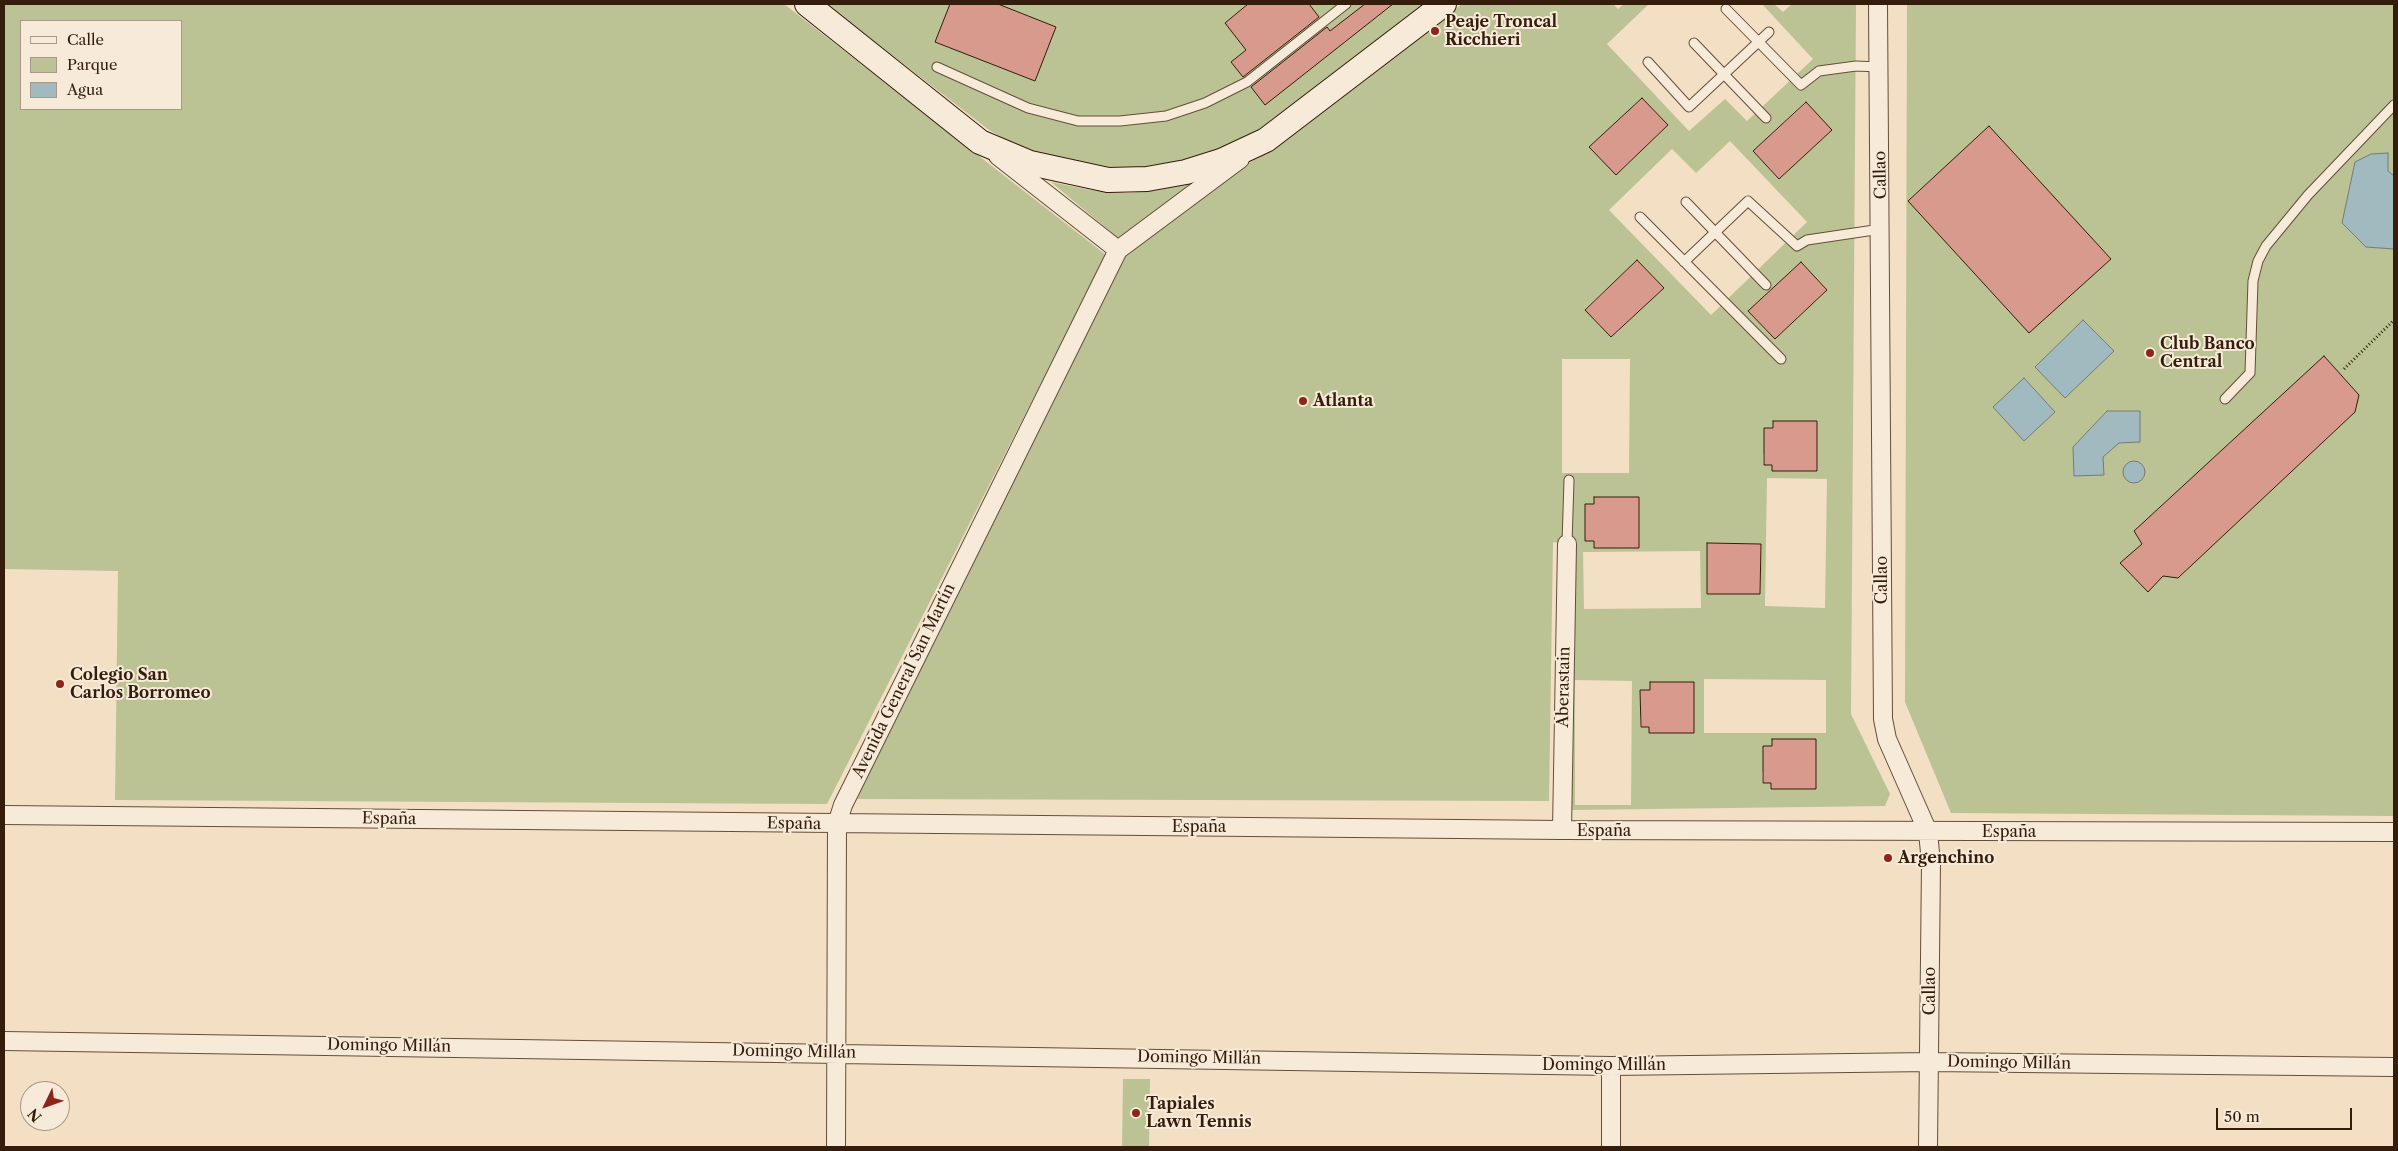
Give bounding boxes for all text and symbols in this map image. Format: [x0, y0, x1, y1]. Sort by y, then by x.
place label: Peaje Troncal Ricchieri [1445, 12, 1557, 50]
legend [20, 20, 182, 110]
marker: Peaje Troncal Ricchieri [1429, 25, 1441, 37]
text: Calle [67, 30, 104, 49]
text: Parque [67, 55, 117, 74]
text: Agua [67, 80, 103, 99]
street label: Callao [1871, 151, 1891, 199]
place label: Club Banco Central [2160, 334, 2255, 372]
marker: Club Banco Central [2144, 347, 2156, 359]
place label: Atlanta [1313, 391, 1373, 411]
marker: Atlanta [1297, 395, 1309, 407]
street label: Callao [1872, 556, 1892, 604]
street label: Avenida General San Martín [848, 580, 960, 782]
street label: Aberastain [1554, 646, 1574, 728]
place label: Colegio San Carlos Borromeo [70, 665, 211, 703]
marker: Colegio San Carlos Borromeo [54, 678, 66, 690]
street label: España [362, 809, 416, 829]
street label: España [767, 814, 821, 834]
street label: España [1172, 817, 1226, 837]
street label: España [1577, 821, 1631, 841]
street label: España [1982, 822, 2036, 842]
place label: Argenchino [1898, 848, 1994, 868]
marker: Argenchino [1882, 852, 1894, 864]
street label: Callao [1920, 967, 1940, 1015]
street label: Domingo Millán [327, 1035, 451, 1057]
street label: Domingo Millán [732, 1041, 856, 1063]
street label: Domingo Millán [1137, 1047, 1261, 1069]
street label: Domingo Millán [1947, 1052, 2071, 1074]
street label: Domingo Millán [1542, 1055, 1666, 1075]
north arrow [20, 1081, 70, 1131]
place label: Tapiales Lawn Tennis [1146, 1094, 1252, 1132]
scale bar [2218, 1098, 2354, 1130]
text: N [24, 1105, 45, 1126]
marker: Tapiales Lawn Tennis [1130, 1107, 1142, 1119]
text: 50 m [2224, 1107, 2260, 1126]

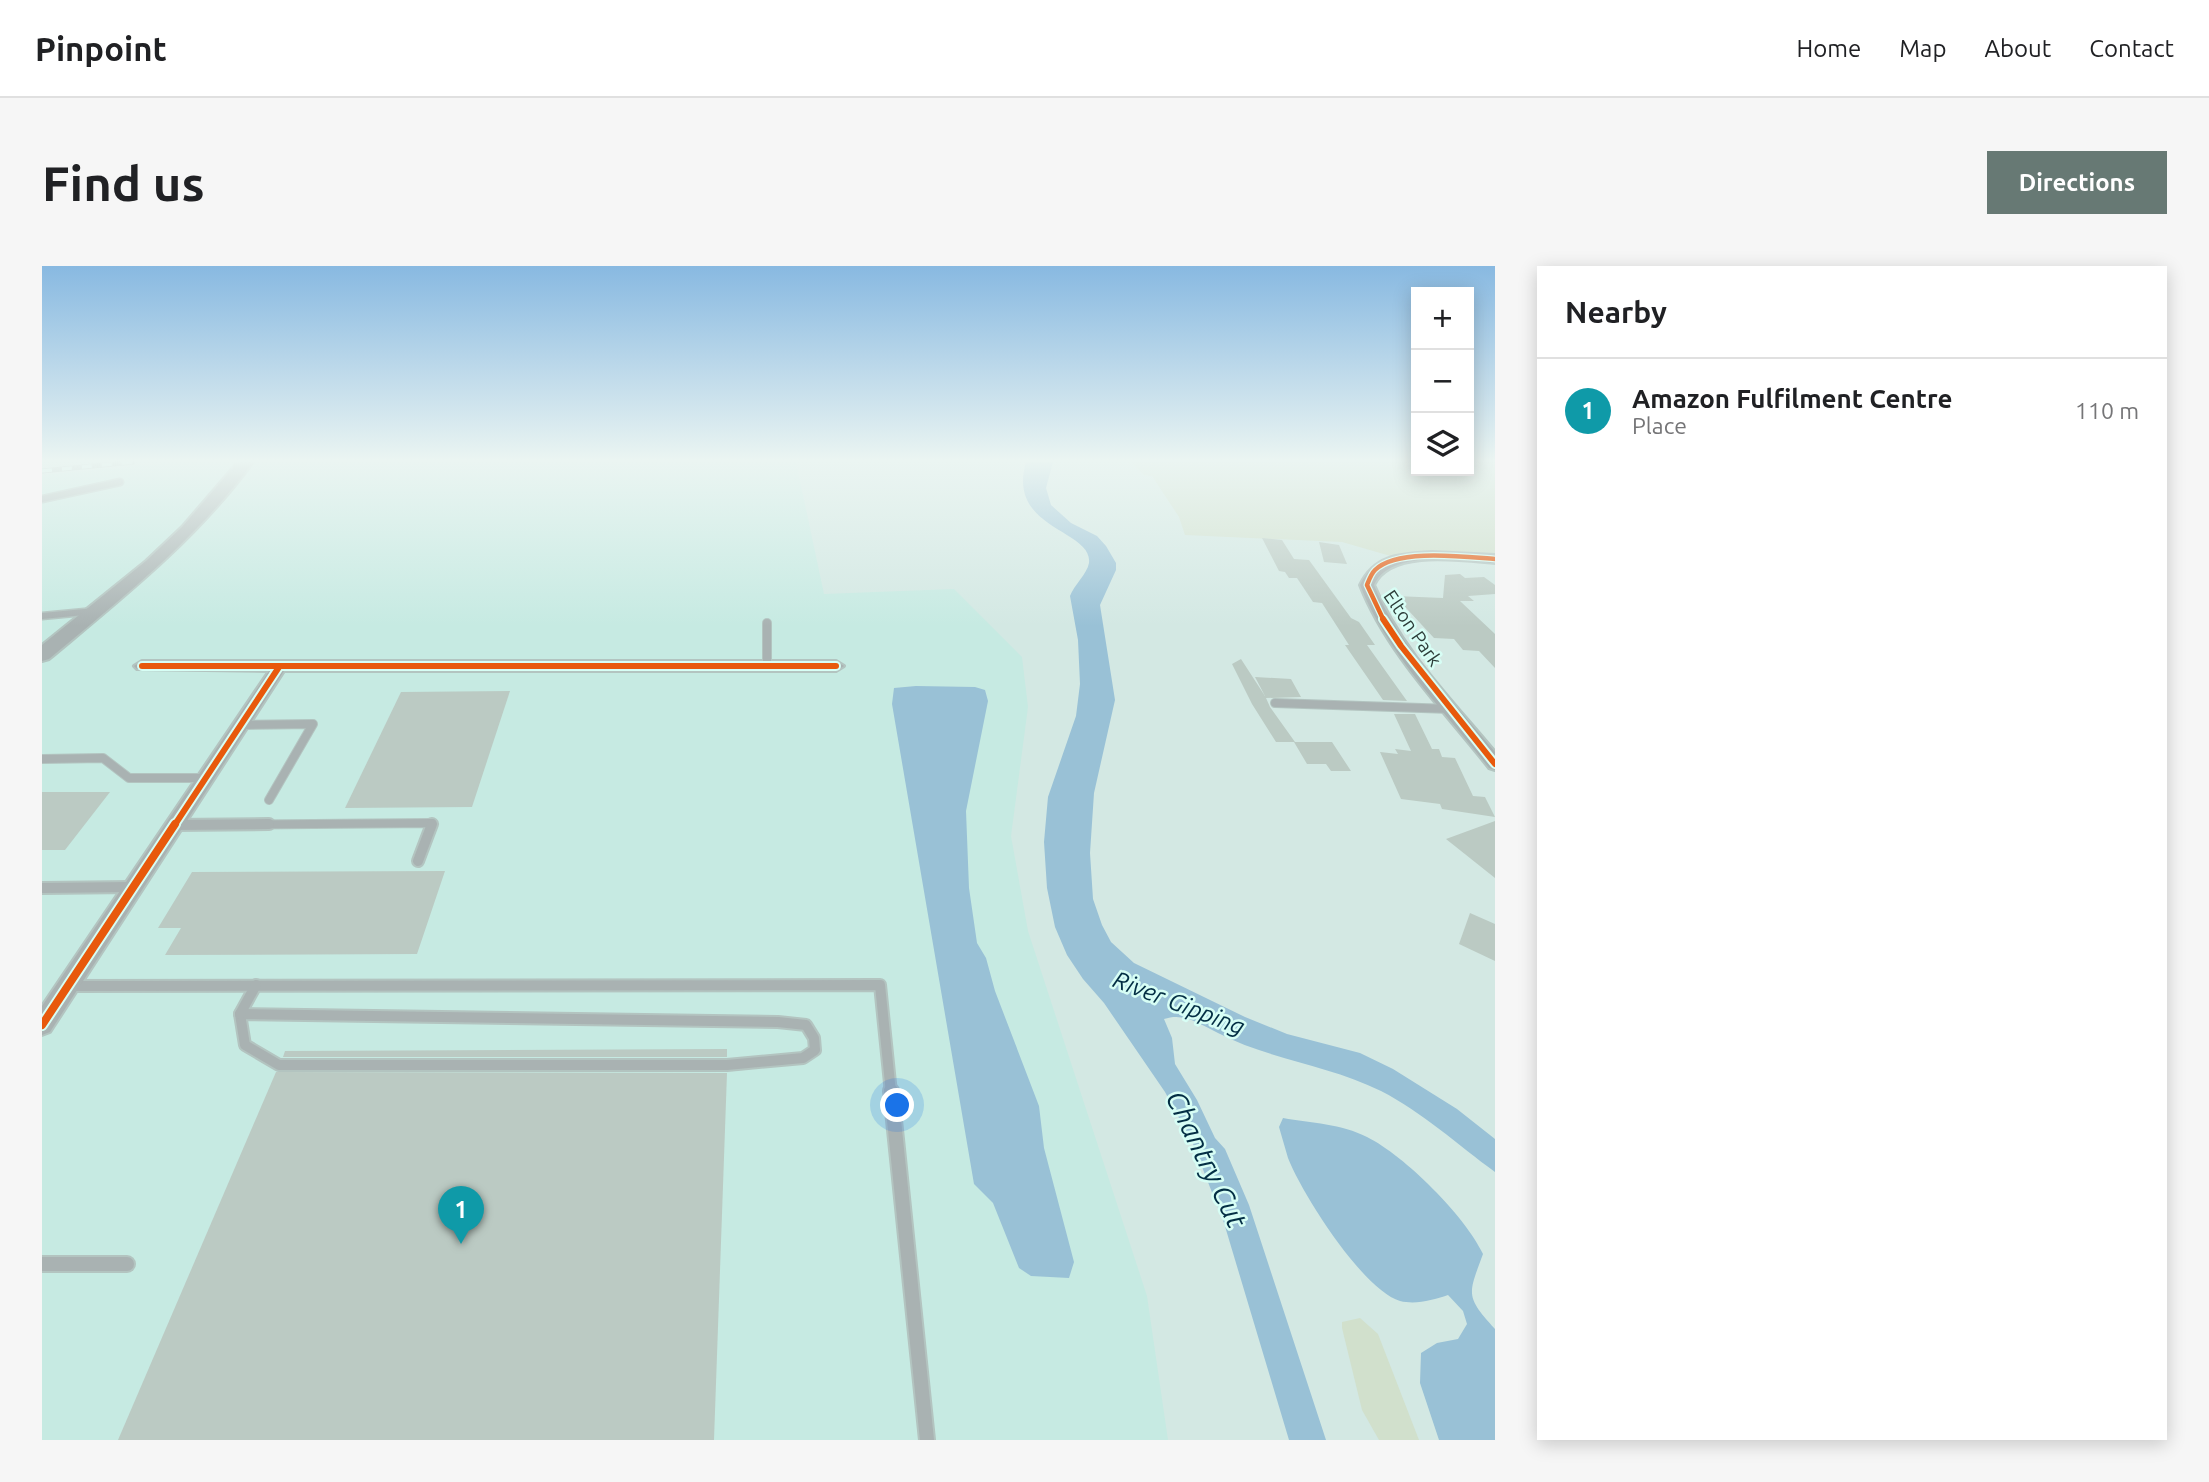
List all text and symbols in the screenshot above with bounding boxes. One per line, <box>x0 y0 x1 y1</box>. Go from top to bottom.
text: Pinpoint <box>35 30 167 67</box>
text: Home <box>1796 35 1861 62</box>
text: Map <box>1899 35 1946 62</box>
text: About <box>1984 35 2051 62</box>
text: Contact <box>2089 35 2174 62</box>
button: Directions <box>1987 151 2167 214</box>
text: Find us <box>42 155 205 210</box>
map controls <box>1411 287 1474 476</box>
button: + <box>1411 287 1474 350</box>
text: Nearby <box>1565 295 1667 329</box>
button: − <box>1411 350 1474 413</box>
text: Amazon Fulfilment Centre <box>1632 384 1952 413</box>
text: 1 <box>1582 398 1594 423</box>
text: 110 m <box>2075 398 2139 423</box>
button: layers <box>1411 413 1474 476</box>
text: Place <box>1632 413 1687 438</box>
street label: Elton Park <box>1380 586 1447 671</box>
water label: River Gipping <box>1109 966 1249 1040</box>
water label: Chantry Cut <box>1160 1085 1254 1234</box>
your location <box>880 1088 914 1122</box>
pin: 1 <box>438 1186 484 1244</box>

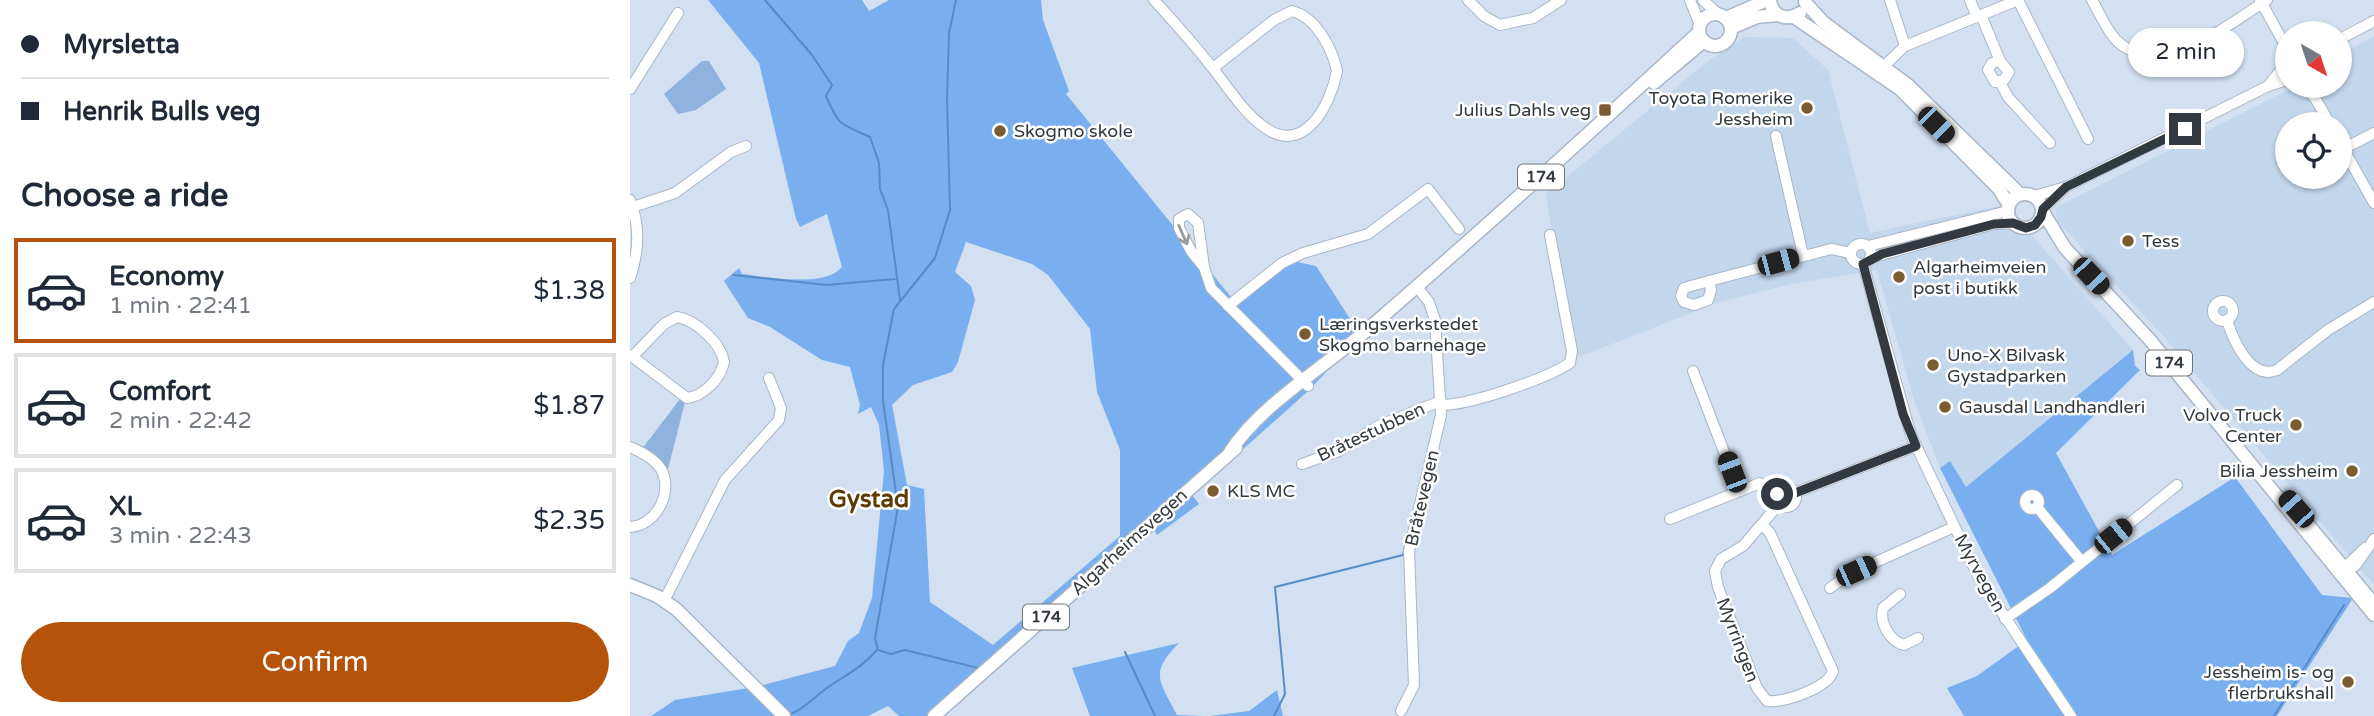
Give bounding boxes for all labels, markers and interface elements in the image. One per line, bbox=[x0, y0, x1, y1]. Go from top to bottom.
★ ★ ★
** WORK ITEM **
Could you write out the whole listing exactly, dropping the pictures?

** RESULT FOR THIS EXERCISE **
Give bounding boxes for all text and symbols in this map image. Format: [x0, y0, x1, y1]. Sort by y, then by x.
place label: Peaje Troncal Ricchieri [1445, 12, 1557, 50]
legend [20, 20, 182, 110]
marker: Peaje Troncal Ricchieri [1429, 25, 1441, 37]
text: Calle [67, 30, 104, 49]
text: Parque [67, 55, 117, 74]
text: Agua [67, 80, 103, 99]
street label: Callao [1871, 151, 1891, 199]
place label: Club Banco Central [2160, 334, 2255, 372]
marker: Club Banco Central [2144, 347, 2156, 359]
place label: Atlanta [1313, 391, 1373, 411]
marker: Atlanta [1297, 395, 1309, 407]
street label: Callao [1872, 556, 1892, 604]
street label: Avenida General San Martín [848, 580, 960, 782]
street label: Aberastain [1554, 646, 1574, 728]
place label: Colegio San Carlos Borromeo [70, 665, 211, 703]
marker: Colegio San Carlos Borromeo [54, 678, 66, 690]
street label: España [362, 809, 416, 829]
street label: España [767, 814, 821, 834]
street label: España [1172, 817, 1226, 837]
street label: España [1577, 821, 1631, 841]
street label: España [1982, 822, 2036, 842]
place label: Argenchino [1898, 848, 1994, 868]
marker: Argenchino [1882, 852, 1894, 864]
street label: Callao [1920, 967, 1940, 1015]
street label: Domingo Millán [327, 1035, 451, 1057]
street label: Domingo Millán [732, 1041, 856, 1063]
street label: Domingo Millán [1137, 1047, 1261, 1069]
street label: Domingo Millán [1947, 1052, 2071, 1074]
street label: Domingo Millán [1542, 1055, 1666, 1075]
north arrow [20, 1081, 70, 1131]
place label: Tapiales Lawn Tennis [1146, 1094, 1252, 1132]
scale bar [2218, 1098, 2354, 1130]
text: N [24, 1105, 45, 1126]
marker: Tapiales Lawn Tennis [1130, 1107, 1142, 1119]
text: 50 m [2224, 1107, 2260, 1126]

List all text and symbols in the screenshot above with bounding boxes. One per line, <box>x0 y0 x1 y1</box>. Go from top to bottom.
text: Pinpoint <box>35 30 167 67</box>
text: Home <box>1796 35 1861 62</box>
text: Map <box>1899 35 1946 62</box>
text: About <box>1984 35 2051 62</box>
text: Contact <box>2089 35 2174 62</box>
button: Directions <box>1987 151 2167 214</box>
text: Find us <box>42 155 205 210</box>
map controls <box>1411 287 1474 476</box>
button: + <box>1411 287 1474 350</box>
text: Nearby <box>1565 295 1667 329</box>
button: − <box>1411 350 1474 413</box>
text: Amazon Fulfilment Centre <box>1632 384 1952 413</box>
text: 1 <box>1582 398 1594 423</box>
text: 110 m <box>2075 398 2139 423</box>
button: layers <box>1411 413 1474 476</box>
text: Place <box>1632 413 1687 438</box>
street label: Elton Park <box>1380 586 1447 671</box>
water label: River Gipping <box>1109 966 1249 1040</box>
water label: Chantry Cut <box>1160 1085 1254 1234</box>
your location <box>880 1088 914 1122</box>
pin: 1 <box>438 1186 484 1244</box>

Give bounding boxes for all labels, markers and interface elements in the image. One per line, bbox=[x0, y0, x1, y1]. Go from top to bottom.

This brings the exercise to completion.